Problem details:
Every record must be repeated exactly; omit any pictures they contain.

Material to process Block Start

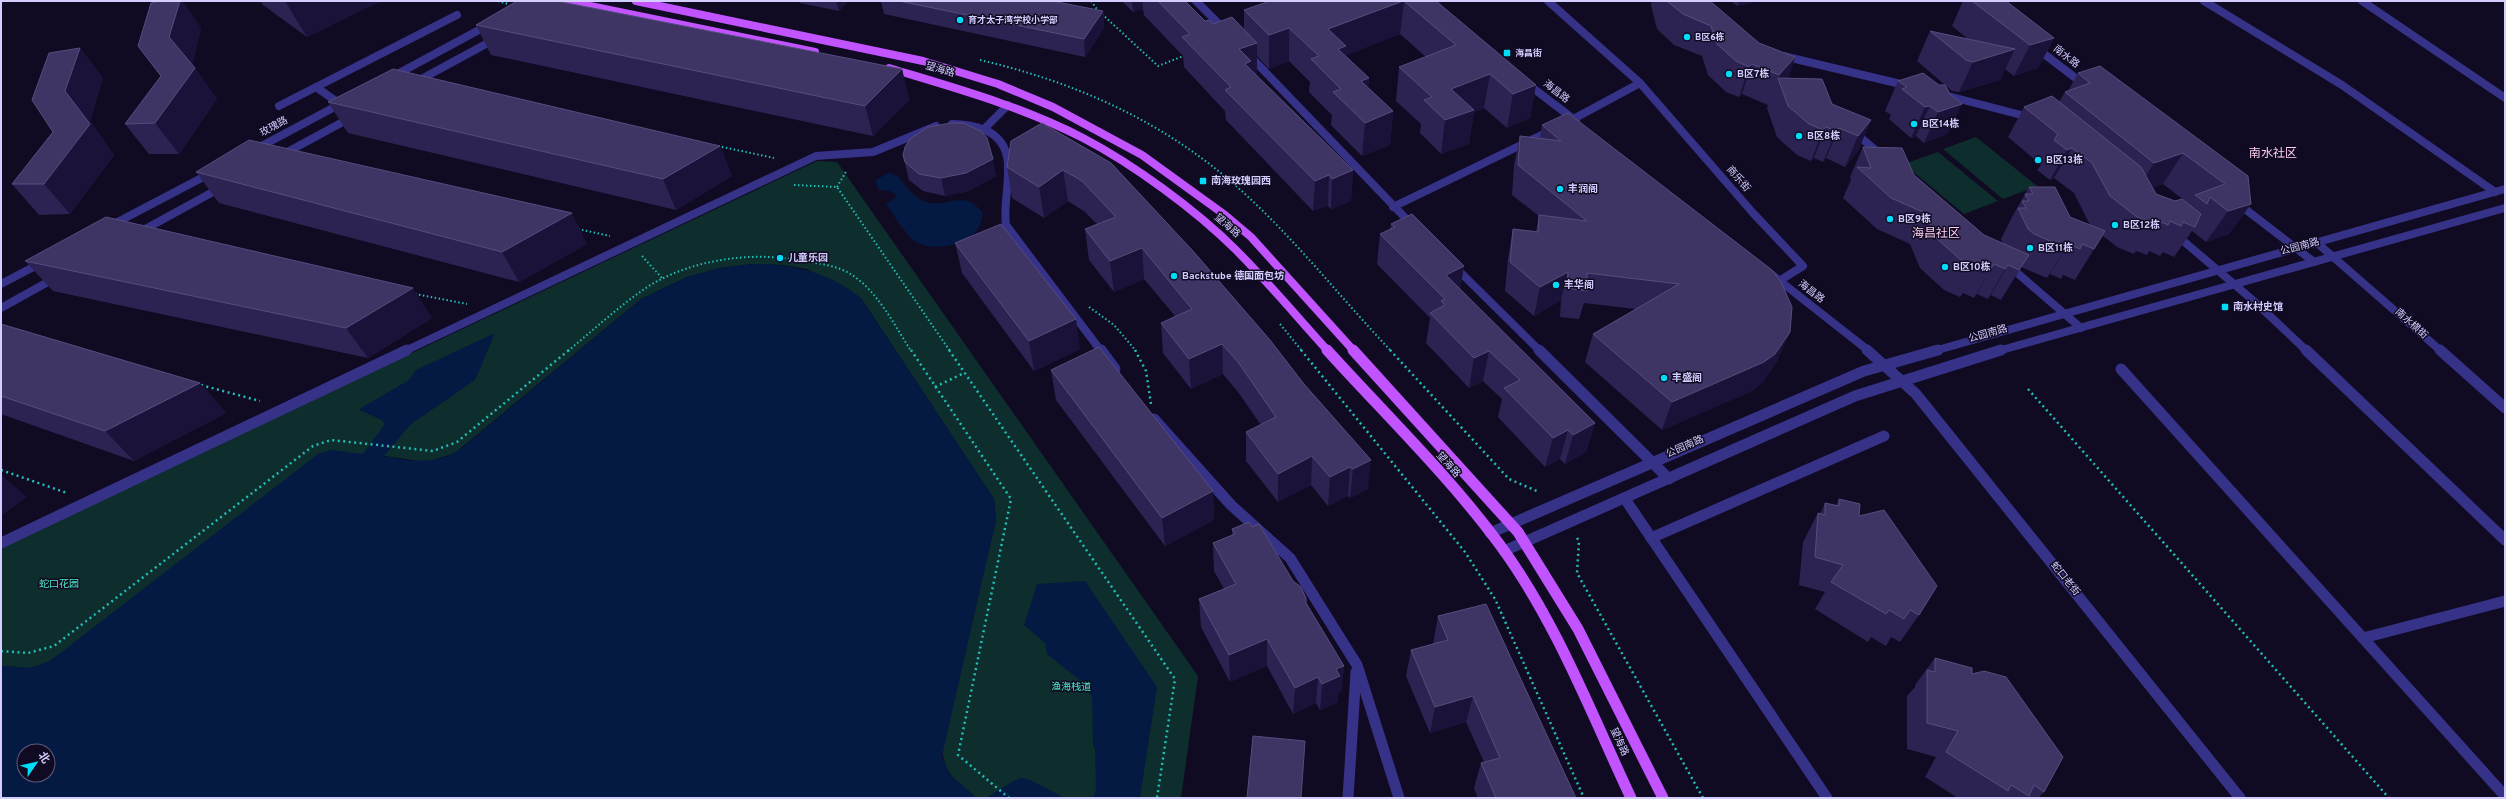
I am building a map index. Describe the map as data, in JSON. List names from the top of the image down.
{
  "streets": {
    "main road": ["望海路"],
    "street": [
      "南水路",
      "海昌路",
      "玫瑰路",
      "商乐街",
      "公园南路",
      "南水横街",
      "蛇口老街"
    ]
  },
  "crossings": [
    ["望海路", "公园南路"],
    ["海昌路", "商乐街"],
    ["海昌路", "公园南路"],
    ["海昌路", "蛇口老街"],
    ["公园南路", "南水横街"],
    ["公园南路", "蛇口老街"]
  ],
  "districts": ["南水社区", "海昌社区"],
  "parks": ["蛇口花园", "渔海栈道"],
  "places": {
    "other": [
      "育才太子湾学校小学部",
      "B区6栋",
      "B区7栋",
      "B区14栋",
      "B区8栋",
      "B区13栋",
      "丰润阁",
      "B区9栋",
      "B区12栋",
      "B区11栋",
      "儿童乐园",
      "B区10栋",
      "Backstube 德国面包坊",
      "丰华阁",
      "丰盛阁"
    ],
    "transit": ["海昌街", "南海玫瑰园西", "南水村史馆"]
  },
  "north": "top right"
}
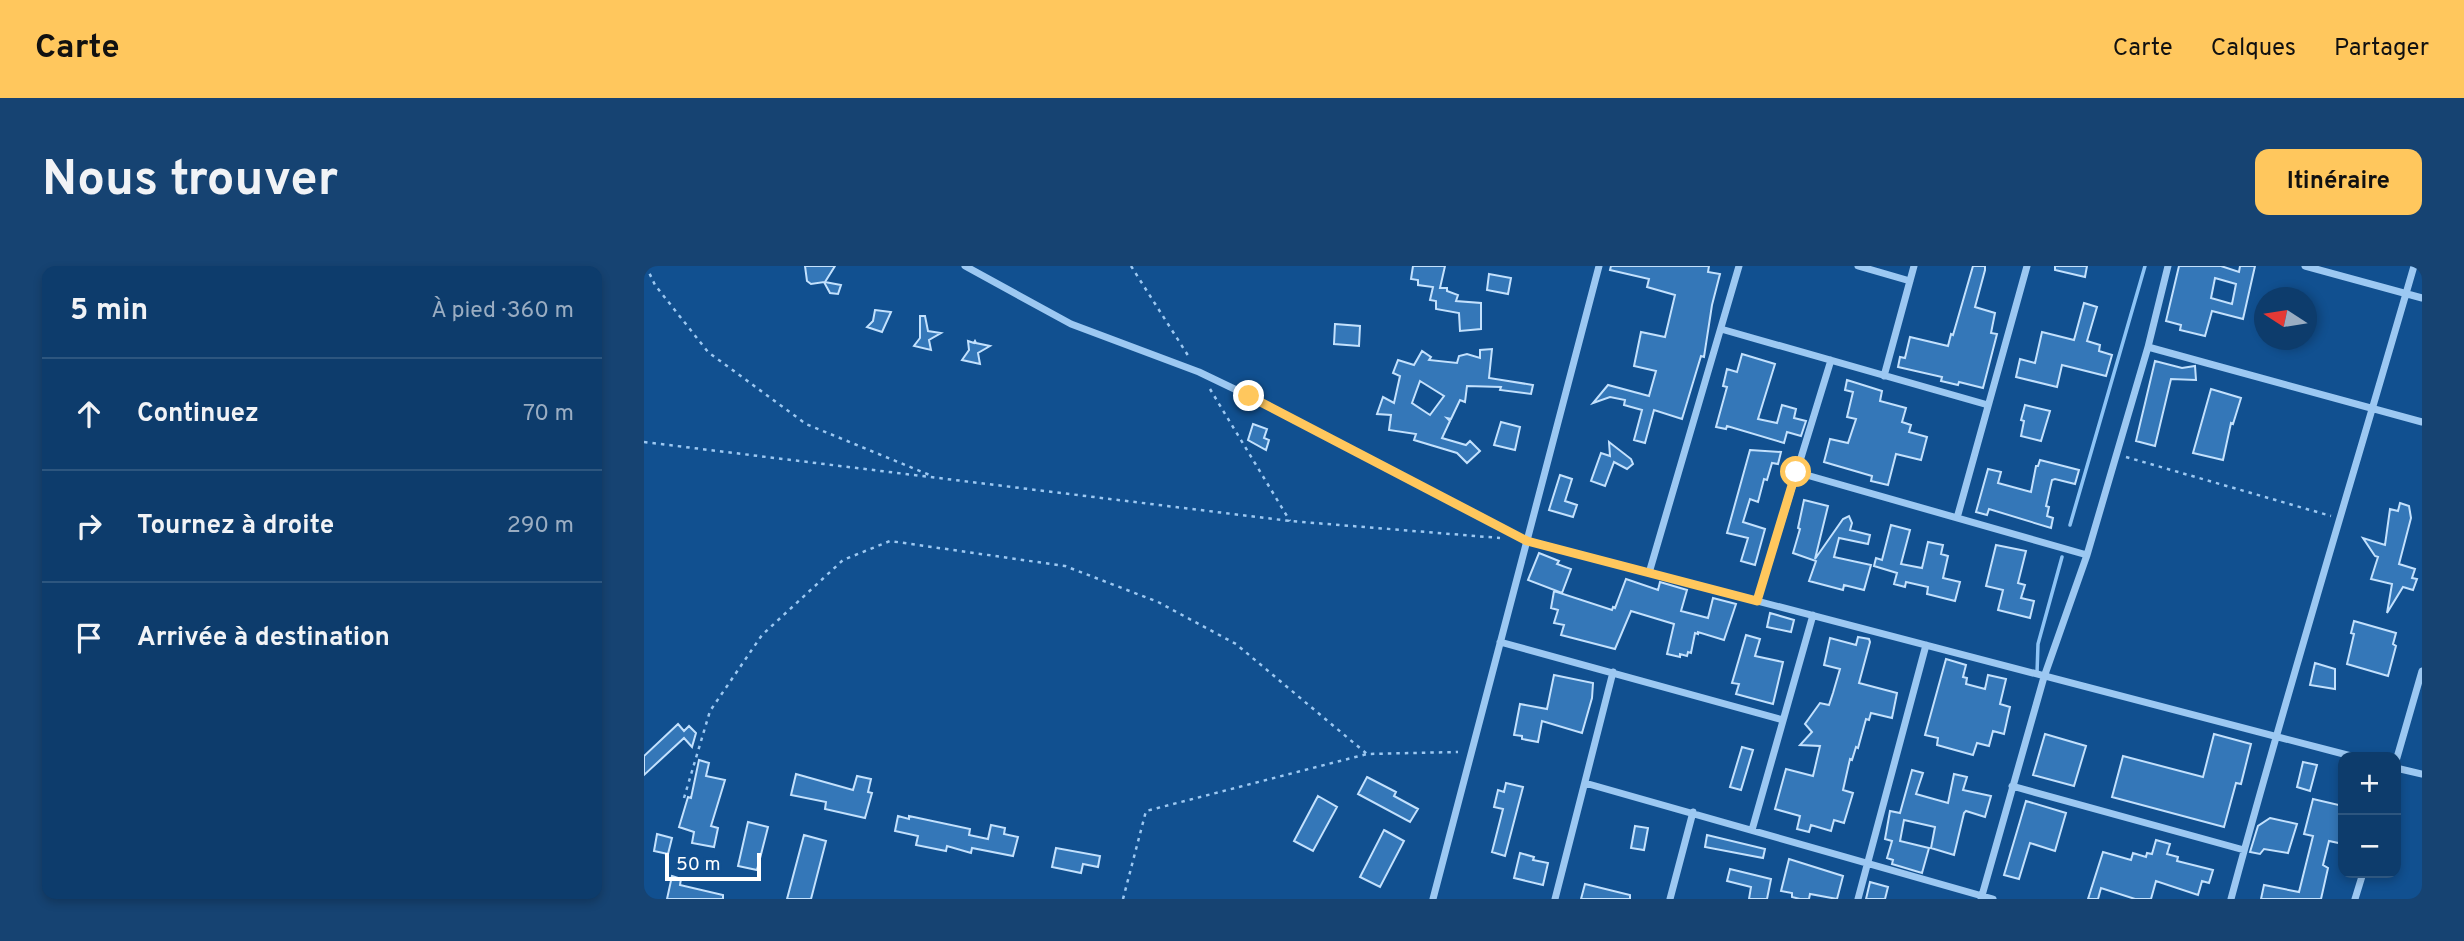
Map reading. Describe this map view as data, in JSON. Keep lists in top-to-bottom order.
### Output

Material to process Block End

Expected answer:
I am building a map index. Describe the map as data, in JSON. List names from the top of the image down.
{
  "streets": {
    "main road": ["望海路"],
    "street": [
      "南水路",
      "海昌路",
      "玫瑰路",
      "商乐街",
      "公园南路",
      "南水横街",
      "蛇口老街"
    ]
  },
  "crossings": [
    ["望海路", "公园南路"],
    ["海昌路", "商乐街"],
    ["海昌路", "公园南路"],
    ["海昌路", "蛇口老街"],
    ["公园南路", "南水横街"],
    ["公园南路", "蛇口老街"]
  ],
  "districts": ["南水社区", "海昌社区"],
  "parks": ["蛇口花园", "渔海栈道"],
  "places": {
    "other": [
      "育才太子湾学校小学部",
      "B区6栋",
      "B区7栋",
      "B区14栋",
      "B区8栋",
      "B区13栋",
      "丰润阁",
      "B区9栋",
      "B区12栋",
      "B区11栋",
      "儿童乐园",
      "B区10栋",
      "Backstube 德国面包坊",
      "丰华阁",
      "丰盛阁"
    ],
    "transit": ["海昌街", "南海玫瑰园西", "南水村史馆"]
  },
  "north": "top right"
}
Map reading. Describe this map view as data, in JSON. Keep lists in top-to-bottom order.
### Output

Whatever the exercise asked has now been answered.